Federal authorities arrested a Pomona solar panel installer Friday in connection with the firebombing of a West Covina Hummer dealership last month, an attack linked to the radical environmental group Earth Liberation Front.
Josh Connole, 25, was taken into custody outside a Craftsman bungalow that he and five friends had converted into a self-styled co-op dedicated to veganism, conservation and the quest for world peace. Friends said Connole had nothing to do with the vandalism and describe him as a pacifist who is committed to change without violence.
Sources close to the investigation said that Connole could be seen on surveillance tape shot just before the fire at the Hummer dealership.
Federal investigators followed Connole for three days before arresting him on multiple counts of arson and felony vandalism. He is being held in lieu of $825,000 bail and will appear in court Monday, authorities said. FBI agents and local police began a search of Connole's home and other buildings late Friday night. They said they hoped that the arrest would lead to additional suspects, according to FBI spokesman Matt McLaughlin.

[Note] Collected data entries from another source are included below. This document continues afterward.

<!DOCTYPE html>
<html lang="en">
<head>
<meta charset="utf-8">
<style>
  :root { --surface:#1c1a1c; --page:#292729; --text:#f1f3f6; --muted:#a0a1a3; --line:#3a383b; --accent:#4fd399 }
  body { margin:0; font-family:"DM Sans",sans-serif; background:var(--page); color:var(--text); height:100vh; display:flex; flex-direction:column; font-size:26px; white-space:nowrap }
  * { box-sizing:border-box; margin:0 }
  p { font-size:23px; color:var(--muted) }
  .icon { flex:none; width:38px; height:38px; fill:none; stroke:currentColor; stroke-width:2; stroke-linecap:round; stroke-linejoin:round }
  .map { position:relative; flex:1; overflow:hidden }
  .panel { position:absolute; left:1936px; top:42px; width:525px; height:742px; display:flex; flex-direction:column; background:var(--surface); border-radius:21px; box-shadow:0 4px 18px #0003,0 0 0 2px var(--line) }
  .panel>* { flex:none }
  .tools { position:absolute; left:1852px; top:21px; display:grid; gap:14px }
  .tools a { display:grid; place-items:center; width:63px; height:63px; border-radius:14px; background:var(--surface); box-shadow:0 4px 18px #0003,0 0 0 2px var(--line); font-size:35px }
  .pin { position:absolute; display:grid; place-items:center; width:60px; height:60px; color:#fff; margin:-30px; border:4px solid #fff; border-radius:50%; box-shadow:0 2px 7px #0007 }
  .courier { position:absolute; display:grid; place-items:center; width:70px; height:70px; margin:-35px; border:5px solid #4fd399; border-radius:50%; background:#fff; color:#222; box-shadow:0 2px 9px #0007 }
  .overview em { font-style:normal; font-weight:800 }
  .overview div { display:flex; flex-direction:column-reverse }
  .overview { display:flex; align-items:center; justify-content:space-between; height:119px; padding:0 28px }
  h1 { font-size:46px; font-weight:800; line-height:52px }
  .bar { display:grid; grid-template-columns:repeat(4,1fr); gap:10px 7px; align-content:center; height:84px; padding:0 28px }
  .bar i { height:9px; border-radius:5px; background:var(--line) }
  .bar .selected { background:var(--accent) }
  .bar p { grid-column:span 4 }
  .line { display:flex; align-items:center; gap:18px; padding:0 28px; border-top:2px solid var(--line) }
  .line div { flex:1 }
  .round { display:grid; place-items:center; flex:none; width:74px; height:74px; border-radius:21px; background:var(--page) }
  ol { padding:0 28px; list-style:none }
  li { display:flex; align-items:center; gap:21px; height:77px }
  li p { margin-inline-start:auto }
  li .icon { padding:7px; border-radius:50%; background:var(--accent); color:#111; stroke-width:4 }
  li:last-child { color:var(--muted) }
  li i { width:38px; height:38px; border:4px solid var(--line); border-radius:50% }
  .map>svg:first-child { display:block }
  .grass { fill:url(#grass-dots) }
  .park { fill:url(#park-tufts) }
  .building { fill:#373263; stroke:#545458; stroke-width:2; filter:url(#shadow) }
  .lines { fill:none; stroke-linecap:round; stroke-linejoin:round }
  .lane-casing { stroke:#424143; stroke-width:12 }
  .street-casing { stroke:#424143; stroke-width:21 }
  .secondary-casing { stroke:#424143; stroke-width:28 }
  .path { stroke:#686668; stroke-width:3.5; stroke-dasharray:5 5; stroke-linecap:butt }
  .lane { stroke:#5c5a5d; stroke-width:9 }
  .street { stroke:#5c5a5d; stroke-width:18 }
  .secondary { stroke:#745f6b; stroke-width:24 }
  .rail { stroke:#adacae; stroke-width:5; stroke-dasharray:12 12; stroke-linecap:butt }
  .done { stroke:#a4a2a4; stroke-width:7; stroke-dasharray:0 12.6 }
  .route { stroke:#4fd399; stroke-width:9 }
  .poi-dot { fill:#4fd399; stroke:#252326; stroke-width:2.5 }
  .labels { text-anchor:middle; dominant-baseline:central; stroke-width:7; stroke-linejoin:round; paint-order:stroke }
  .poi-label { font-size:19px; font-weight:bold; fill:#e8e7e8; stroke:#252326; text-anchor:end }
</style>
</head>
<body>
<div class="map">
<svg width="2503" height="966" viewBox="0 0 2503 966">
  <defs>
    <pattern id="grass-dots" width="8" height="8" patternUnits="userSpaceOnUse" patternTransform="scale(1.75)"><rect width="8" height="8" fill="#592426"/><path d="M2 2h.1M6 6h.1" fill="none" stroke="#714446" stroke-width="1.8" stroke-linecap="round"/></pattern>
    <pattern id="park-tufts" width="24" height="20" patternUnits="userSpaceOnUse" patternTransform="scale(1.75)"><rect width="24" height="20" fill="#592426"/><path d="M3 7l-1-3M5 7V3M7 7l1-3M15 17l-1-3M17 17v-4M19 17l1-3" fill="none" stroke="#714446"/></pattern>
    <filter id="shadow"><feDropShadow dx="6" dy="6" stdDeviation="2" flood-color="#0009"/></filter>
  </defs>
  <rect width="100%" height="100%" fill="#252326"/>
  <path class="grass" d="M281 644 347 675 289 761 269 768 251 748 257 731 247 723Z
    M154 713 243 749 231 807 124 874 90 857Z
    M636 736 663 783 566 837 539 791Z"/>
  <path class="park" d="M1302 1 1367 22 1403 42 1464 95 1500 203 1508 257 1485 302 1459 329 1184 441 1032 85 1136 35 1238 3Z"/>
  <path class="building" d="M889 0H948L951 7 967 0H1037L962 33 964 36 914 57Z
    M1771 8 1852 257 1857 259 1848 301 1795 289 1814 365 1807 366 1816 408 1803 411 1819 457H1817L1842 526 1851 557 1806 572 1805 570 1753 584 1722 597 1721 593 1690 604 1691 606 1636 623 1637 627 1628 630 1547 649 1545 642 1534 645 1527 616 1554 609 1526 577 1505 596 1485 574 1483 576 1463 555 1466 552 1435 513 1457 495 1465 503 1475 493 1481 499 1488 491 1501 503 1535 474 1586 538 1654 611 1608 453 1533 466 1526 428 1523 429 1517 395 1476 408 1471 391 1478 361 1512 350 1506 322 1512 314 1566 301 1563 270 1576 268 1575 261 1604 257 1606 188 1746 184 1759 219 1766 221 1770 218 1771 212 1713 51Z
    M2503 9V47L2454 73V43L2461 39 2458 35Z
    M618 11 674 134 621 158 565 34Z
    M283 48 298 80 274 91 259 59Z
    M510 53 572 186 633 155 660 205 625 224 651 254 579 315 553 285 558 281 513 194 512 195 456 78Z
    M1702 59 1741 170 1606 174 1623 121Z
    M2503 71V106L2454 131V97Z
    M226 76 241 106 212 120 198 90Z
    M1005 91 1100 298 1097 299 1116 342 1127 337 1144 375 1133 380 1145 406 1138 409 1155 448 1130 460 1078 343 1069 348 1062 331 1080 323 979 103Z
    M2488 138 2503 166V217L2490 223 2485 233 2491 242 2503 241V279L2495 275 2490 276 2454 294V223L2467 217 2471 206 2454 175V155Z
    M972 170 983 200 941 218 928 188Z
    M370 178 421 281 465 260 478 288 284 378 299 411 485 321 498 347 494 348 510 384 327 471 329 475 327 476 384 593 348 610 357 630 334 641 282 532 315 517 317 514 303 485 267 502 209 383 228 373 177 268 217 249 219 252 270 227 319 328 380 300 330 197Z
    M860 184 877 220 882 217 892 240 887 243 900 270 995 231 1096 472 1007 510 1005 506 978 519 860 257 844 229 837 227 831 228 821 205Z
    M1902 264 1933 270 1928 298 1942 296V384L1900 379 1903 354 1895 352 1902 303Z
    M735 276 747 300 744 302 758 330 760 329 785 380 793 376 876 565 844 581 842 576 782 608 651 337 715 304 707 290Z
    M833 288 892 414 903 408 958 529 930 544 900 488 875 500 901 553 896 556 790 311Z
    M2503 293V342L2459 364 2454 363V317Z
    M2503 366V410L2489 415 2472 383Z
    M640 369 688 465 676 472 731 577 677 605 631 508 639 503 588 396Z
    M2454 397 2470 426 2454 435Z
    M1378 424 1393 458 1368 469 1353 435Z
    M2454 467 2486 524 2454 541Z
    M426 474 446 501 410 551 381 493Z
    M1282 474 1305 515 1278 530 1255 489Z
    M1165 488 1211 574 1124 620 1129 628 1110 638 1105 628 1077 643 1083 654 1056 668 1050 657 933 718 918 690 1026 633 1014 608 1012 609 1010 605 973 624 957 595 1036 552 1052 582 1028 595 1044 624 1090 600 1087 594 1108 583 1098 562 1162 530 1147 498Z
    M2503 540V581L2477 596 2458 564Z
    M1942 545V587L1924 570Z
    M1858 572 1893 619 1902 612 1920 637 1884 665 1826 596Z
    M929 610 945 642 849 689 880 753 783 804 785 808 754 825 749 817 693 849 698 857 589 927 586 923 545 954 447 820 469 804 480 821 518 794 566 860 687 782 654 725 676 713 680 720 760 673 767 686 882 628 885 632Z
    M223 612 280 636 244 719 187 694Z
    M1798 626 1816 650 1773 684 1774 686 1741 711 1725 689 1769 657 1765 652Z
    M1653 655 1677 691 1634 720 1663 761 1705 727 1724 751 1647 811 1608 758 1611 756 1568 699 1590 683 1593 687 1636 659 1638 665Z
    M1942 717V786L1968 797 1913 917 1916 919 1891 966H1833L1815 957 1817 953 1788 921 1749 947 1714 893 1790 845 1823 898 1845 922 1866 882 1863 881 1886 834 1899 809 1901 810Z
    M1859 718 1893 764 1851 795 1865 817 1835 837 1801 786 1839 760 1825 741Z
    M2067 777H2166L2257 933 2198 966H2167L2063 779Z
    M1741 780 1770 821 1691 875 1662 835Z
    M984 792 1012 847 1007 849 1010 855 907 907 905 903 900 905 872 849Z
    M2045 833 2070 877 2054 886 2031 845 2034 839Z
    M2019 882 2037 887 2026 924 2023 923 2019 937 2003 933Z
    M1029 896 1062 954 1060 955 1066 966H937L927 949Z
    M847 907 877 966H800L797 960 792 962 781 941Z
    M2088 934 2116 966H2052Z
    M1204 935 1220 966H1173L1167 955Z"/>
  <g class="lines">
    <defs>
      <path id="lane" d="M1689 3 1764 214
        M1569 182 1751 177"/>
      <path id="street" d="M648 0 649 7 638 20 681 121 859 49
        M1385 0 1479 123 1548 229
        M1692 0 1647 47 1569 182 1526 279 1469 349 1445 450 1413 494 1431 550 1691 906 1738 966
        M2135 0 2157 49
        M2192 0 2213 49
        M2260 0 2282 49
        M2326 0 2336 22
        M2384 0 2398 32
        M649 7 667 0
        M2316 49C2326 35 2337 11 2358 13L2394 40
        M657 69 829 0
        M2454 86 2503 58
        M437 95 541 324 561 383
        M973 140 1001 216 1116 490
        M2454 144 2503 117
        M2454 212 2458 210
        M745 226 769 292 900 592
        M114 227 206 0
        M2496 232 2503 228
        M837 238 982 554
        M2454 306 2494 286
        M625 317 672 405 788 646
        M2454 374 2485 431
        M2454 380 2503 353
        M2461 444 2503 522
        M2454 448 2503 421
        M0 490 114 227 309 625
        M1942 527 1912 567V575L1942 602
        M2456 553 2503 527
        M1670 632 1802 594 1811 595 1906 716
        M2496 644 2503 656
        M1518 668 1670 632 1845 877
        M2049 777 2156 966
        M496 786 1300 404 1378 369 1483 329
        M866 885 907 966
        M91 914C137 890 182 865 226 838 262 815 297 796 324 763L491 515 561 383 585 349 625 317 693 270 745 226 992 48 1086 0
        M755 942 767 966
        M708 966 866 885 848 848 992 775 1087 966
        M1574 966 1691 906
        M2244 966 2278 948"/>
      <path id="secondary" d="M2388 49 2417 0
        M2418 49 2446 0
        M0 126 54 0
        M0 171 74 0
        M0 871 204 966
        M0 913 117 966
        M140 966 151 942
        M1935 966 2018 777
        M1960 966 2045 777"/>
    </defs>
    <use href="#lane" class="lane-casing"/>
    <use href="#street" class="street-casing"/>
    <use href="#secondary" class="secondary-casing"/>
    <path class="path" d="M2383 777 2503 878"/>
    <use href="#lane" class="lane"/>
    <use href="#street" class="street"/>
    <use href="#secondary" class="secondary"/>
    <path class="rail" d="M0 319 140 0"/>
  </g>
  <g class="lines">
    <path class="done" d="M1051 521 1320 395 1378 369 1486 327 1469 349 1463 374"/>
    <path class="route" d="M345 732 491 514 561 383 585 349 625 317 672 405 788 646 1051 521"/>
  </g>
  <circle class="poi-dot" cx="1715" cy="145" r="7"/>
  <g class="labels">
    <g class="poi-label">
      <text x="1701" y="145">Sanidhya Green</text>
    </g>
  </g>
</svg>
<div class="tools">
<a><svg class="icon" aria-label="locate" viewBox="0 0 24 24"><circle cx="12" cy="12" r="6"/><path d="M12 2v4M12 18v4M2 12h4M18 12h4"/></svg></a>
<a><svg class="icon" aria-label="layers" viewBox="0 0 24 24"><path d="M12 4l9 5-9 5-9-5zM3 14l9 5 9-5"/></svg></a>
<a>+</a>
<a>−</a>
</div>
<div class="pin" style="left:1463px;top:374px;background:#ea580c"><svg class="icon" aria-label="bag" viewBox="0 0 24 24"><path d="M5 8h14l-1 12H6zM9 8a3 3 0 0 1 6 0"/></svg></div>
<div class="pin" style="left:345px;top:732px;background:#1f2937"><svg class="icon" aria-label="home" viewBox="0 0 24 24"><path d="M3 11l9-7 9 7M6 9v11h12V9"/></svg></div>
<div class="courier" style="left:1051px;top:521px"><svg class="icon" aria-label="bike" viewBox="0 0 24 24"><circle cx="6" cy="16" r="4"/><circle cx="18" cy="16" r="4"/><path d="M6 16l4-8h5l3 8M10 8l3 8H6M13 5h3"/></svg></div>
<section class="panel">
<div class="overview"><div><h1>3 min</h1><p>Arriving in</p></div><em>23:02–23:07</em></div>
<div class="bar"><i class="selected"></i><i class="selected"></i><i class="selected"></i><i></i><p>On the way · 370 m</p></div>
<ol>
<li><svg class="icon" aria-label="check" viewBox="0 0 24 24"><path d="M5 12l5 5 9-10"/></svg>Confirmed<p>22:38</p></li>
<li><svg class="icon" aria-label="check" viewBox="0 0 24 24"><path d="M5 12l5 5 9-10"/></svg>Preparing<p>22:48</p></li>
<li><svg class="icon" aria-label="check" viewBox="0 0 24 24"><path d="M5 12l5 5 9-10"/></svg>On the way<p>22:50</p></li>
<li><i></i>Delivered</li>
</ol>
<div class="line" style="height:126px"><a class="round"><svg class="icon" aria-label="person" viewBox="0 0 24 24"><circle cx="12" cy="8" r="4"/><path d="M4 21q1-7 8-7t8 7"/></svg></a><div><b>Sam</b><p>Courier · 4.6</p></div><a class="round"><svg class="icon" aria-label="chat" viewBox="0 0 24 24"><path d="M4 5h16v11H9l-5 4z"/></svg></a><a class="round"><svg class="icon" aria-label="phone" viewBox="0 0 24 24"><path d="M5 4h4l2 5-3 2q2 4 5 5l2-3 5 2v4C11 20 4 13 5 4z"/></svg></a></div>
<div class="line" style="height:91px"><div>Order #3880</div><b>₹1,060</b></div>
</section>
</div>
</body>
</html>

The arrest came three weeks after vandals acting in the name of radical environmentalism struck four car dealerships and several individual car owners in the San Gabriel Valley. They set fire to one Chevrolet dealership and destroyed or defaced dozens of Hummers and other sport utility vehicles, painting many with the word "polluter."
The Earth Liberation Front, a loose association of militant environmentalists, claimed responsibility for the attacks, which it said were intended to take the profit motive away from those responsible for pollution.
Federal and local authorities declined to comment on Connole's arrest, other than to say that he was being held at the West Covina Police Department.
In a phone call from his cell, Connole said that agents had the wrong man.
"I didn't have anything to do with that," he said. "I didn't know what Earth Liberation Front was about. Someone mentioned to me the Hummer incident when it happened, but I don't watch TV or read newspapers. I know nothing about it.... I'm no more involved in causes than standing on corners with signs. I'm not an active member in any organization."
Connole said that he was shown the surveillance photos while he was being interrogated and that they bear no likeness to him.
"It's obviously not me. The hair is short, the goatee is short. The guy was wearing sunglasses. I'm always wearing my prescription glasses." Connole also said the man in the photographs was wearing Nike-type tennis shoes, while he said he only wears Vans slip-ons.
Friends also said they could not believe Connole could be guilty.
"He's a low-key, nonviolent person," said Lisa Rosen, Connole's boss at the solar business and the "manager" of the commune, which its residents call Regen.v5. "He's a pacifist. I don't think he's any great threat to national security."
Other friends described Connole as a "dorky" and "clumsy" idealist who enjoyed arguing social and political issues with those who disagreed with him.
"He doesn't have a car; this is ridiculous. It would be impossible for him to even get to the dealership," said Katie McMillan, 22, Connole's girlfriend.
McMillan said unmarked cars had been following Connole since last Wednesday. He was arrested while en route to a nearby video store.
Sources said that authorities acted Friday out of concern that Connole might flee. He was later turned over to the West Covina Police Department and remained in its custody as federal and local authorities sought search warrants in the case.
It remains unclear whether the case will be handled by state or federal authorities.
"There is an ongoing investigation of last month's incident," said U.S. attorney's office spokesman Thomas Mrozek. "And we will see how things develop."
Sandi Gibbons, spokeswoman for the Los Angeles County district attorney's office, also said it was not clear how the case will progress. "We have been talking to federal officials ... but at this point in time, no one has presented a case to our office."
ELF, which claimed responsibility for the dealership vandalism on its Web site, has also taken responsibility for a $50-million arson fire that destroyed an apartment construction site in San Diego. The incidents have raised the group's profile significantly. Federal authorities say they view the group as a domestic terrorist organization.
Working before dawn, the vandals hit car dealerships in West Covina, Duarte and Arcadia, as well as residential streets in Monrovia.
The targeted vehicles were apparently chosen for their relatively poor fuel efficiency. By far the most serious attack was on the Clippinger Chevrolet dealership in West Covina, which sustained an estimated $1 million in damage after two fires were set in the car lot.